Saurabh Jha is a radiologist based in Philadelphia and a contributing editor for THCB.

Categories: Uncategorized

Tagged as:

4 replies »

  1. I do not fault Longo and Drazen for giving voice to the reality of the situation. But while telling it like it is may be desirable goal for journalism, for an editorial in a scientific publication, some degree of advocacy for a preferred state of affairs is to be expected. To the extent that this was done, it was advocacy for data-fiefdoms where the original investigators are royalty.

    I agree that there needs to be a reasonable tolerance for “facts” changing, in acknowledgment of the reality that all knowledge is tentative. Which things are regarded as likely to be true changes all the time in the biological sciences, and mostly it happens without a fuss. Progress and new results, rather than retraction is the mechanism. Retraction is reserved for the case where something is woefully wrong, and that _shouldn’t_ happen terribly often.

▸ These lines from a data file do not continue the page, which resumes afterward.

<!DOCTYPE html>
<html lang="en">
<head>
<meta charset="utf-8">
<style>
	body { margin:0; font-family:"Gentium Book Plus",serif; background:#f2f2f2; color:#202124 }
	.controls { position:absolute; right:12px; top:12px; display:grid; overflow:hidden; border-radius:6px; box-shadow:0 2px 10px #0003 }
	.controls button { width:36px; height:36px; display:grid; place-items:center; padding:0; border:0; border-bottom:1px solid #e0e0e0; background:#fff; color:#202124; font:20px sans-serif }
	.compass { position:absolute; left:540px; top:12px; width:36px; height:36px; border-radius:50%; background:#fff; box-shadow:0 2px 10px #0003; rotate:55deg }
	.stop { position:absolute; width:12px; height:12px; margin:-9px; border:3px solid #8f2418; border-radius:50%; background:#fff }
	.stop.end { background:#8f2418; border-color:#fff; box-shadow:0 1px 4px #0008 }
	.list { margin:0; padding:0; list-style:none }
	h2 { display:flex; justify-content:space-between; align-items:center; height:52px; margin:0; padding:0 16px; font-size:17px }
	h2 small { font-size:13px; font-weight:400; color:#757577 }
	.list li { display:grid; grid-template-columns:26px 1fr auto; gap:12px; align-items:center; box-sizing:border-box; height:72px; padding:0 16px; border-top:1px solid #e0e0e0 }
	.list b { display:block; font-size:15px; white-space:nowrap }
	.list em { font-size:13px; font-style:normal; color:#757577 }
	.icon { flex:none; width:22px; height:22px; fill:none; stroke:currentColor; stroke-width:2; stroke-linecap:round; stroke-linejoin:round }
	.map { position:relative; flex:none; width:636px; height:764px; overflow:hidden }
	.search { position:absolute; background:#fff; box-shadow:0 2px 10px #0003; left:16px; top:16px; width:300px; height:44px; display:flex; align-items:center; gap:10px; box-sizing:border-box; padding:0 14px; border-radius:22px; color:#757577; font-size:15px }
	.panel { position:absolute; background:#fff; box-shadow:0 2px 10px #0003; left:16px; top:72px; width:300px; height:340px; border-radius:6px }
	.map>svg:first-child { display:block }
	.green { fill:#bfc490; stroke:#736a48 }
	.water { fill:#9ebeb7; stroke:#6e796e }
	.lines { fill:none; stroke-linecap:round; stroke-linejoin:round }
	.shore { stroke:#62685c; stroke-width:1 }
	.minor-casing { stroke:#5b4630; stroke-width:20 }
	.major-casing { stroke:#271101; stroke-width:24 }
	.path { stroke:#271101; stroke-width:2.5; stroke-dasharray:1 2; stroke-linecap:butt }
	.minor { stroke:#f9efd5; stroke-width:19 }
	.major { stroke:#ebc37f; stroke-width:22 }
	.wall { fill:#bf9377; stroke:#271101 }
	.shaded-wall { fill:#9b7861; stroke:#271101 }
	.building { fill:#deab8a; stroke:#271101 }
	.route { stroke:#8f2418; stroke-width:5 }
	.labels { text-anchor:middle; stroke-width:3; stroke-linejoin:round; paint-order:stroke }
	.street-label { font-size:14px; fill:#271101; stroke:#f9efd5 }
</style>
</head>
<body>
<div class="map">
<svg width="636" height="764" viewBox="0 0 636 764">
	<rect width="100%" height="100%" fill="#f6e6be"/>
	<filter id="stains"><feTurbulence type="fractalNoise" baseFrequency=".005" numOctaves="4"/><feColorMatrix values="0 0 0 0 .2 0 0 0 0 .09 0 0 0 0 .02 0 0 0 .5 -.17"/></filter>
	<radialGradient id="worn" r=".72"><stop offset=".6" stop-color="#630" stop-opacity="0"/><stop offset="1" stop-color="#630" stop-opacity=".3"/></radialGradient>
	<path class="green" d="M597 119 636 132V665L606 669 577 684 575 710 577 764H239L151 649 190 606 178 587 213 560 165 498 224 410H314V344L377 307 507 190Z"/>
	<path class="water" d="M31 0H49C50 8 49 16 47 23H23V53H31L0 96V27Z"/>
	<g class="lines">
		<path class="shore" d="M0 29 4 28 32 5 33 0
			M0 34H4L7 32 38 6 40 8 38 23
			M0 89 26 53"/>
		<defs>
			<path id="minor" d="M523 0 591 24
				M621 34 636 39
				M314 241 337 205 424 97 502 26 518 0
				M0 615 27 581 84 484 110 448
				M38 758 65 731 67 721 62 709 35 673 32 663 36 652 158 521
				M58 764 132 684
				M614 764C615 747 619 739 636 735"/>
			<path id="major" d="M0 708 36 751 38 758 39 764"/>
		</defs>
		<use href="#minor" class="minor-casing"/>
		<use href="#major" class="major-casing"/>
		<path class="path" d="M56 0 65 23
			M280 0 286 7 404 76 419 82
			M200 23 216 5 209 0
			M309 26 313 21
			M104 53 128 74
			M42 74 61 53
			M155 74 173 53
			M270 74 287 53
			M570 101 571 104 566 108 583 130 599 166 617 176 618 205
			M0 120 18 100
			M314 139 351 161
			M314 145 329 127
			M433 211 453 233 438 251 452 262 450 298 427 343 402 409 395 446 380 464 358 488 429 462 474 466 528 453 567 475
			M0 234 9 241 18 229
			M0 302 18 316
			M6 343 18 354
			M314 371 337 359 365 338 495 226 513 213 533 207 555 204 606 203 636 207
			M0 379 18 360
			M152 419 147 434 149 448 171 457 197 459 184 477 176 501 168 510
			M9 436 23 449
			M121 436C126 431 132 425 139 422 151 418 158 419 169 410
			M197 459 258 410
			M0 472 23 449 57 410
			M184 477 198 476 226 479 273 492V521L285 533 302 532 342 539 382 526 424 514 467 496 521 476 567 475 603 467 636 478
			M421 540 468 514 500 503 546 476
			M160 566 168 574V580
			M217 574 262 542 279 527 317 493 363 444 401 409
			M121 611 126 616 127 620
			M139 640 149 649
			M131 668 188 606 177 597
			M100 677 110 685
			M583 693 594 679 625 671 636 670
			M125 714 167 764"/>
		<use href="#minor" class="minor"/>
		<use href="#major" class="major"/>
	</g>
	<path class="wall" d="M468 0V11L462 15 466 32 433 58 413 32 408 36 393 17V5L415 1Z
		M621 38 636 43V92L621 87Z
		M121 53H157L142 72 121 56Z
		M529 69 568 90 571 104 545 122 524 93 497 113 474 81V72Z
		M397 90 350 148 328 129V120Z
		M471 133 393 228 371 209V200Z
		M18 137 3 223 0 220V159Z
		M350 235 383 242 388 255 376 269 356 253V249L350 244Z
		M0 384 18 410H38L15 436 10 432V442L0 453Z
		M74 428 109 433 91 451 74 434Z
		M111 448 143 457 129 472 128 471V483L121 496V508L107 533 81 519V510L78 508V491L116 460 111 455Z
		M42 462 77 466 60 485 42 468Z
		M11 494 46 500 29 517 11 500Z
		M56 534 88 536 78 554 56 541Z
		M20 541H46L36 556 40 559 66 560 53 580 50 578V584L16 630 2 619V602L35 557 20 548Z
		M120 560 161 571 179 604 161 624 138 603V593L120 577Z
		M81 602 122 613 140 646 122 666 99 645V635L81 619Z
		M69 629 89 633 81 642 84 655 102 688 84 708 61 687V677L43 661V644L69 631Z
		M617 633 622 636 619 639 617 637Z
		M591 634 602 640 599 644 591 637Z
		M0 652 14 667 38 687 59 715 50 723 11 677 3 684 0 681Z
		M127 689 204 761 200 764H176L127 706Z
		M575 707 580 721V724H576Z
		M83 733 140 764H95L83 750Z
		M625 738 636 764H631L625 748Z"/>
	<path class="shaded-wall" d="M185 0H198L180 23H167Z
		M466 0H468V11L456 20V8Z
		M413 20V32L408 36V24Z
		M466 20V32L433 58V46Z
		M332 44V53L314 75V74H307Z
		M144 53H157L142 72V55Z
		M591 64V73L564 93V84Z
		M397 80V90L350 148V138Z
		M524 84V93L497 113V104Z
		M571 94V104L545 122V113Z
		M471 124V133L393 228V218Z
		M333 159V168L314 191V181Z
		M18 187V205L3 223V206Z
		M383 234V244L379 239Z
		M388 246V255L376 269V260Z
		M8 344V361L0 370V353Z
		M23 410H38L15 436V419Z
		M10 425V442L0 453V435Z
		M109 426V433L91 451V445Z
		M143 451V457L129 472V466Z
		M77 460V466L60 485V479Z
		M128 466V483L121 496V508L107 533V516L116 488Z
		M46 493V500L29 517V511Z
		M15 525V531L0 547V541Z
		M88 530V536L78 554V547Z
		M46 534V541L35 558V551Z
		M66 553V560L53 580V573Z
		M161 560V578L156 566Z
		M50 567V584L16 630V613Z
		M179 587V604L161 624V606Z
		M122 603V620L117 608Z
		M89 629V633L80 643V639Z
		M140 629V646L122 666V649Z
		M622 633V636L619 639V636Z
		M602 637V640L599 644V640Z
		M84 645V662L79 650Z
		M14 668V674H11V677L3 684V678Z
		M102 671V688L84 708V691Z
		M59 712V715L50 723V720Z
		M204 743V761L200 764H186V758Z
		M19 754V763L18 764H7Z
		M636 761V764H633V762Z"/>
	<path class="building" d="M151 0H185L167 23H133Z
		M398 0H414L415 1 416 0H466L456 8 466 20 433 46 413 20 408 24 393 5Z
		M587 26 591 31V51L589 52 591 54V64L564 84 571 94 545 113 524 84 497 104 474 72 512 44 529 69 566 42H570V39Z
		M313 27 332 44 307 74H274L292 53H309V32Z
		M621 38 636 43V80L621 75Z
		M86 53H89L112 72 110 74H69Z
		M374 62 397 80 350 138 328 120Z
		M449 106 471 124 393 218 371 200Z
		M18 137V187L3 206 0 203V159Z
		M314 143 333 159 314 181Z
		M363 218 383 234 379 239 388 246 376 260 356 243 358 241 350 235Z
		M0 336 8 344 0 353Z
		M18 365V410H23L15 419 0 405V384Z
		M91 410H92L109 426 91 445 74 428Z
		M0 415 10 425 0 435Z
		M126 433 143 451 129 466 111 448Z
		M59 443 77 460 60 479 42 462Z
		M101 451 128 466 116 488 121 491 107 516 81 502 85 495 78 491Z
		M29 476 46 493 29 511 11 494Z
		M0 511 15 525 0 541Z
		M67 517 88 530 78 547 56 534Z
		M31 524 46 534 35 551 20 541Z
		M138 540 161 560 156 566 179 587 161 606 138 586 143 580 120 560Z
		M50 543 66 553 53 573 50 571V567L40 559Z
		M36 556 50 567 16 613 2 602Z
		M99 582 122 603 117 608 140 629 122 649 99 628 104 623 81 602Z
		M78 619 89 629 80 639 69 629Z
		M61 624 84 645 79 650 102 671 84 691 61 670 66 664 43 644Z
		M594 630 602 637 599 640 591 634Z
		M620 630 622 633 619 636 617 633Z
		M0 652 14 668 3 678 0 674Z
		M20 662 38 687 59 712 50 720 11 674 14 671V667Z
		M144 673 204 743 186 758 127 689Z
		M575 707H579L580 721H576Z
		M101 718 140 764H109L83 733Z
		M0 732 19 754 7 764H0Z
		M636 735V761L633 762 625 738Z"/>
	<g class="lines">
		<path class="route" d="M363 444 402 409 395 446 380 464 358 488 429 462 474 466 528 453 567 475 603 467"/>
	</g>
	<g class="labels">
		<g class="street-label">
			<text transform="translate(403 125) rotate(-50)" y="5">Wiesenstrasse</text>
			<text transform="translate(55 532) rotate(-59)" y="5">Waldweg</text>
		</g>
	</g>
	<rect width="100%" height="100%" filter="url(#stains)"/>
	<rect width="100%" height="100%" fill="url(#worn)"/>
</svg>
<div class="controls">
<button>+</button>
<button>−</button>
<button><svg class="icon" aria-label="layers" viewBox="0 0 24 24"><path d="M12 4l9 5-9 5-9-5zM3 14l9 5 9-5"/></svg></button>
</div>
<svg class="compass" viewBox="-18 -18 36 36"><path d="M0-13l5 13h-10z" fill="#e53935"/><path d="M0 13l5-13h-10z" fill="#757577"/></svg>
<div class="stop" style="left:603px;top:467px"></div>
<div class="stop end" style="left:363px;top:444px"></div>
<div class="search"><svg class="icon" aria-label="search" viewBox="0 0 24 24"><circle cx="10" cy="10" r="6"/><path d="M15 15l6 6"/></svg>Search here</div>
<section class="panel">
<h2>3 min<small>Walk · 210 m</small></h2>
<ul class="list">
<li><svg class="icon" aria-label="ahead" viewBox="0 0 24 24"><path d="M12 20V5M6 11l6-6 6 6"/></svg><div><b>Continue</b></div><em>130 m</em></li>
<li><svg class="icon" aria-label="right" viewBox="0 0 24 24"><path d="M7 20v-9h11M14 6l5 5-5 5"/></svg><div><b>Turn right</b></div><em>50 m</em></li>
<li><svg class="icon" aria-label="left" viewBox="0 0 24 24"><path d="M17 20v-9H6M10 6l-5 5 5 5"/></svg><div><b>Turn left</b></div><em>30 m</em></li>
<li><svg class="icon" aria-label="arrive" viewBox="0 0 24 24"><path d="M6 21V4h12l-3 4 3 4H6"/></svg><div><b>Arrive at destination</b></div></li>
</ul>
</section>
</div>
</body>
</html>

    I reject the idea that the only people who ought to get a look at the primary data are those who have endeared themselves to the researchers who collected it. Good pragmatic advice, but I think the responsibility for endearment should be in exactly the other direction. If a group of researchers undertakes a massive data collection project without adequate ability to analyze it, and still gets funding to do it (one wonders if they should, but let’s agree that it does and will continue to happen), they should quickly endear themselves to some data scientists who can help them understand what they’ve got. Should they fail to do so, the data should quickly become publicly available so people who are interested and know how to work with data are enabled to do so.

    Yes, data collection is hard. So is data analysis. So is making a decent living and paying taxes to support science. Researchers who receive funding because their work is in the public interest but who will not allow their data to be used for the public interest in an efficient way should simply _not be funded_. It is indeed naive to expect it to just happen (c.f. open access publication). But society, in its pursuit of expansion of human knowledge and the improvement of the human condition that this can bring, has every right to demand it.

  2. Fun post. Logic doesn’t pervade science completely. Without ether, what is being frame-dragged? or curved by gravity? Or, how can we divide by a infinitesimal–derivative which is as close to zero as we desire, but never quite reaches zero=nothing? Dividing by zero is verbotten. But, dividing by as close to zero as you–and god–want is OK?…as long as it isn’t exactly zero.

    Our brains, I guess, aren’t good enough and can’t surround these thoughts.

  3. OK, where’s the dad-gumbed “Like” button? I also nominate this post for some kind of award. Kudos.

    Not that I agree unreflectively with the blanket diss on “Socialism.”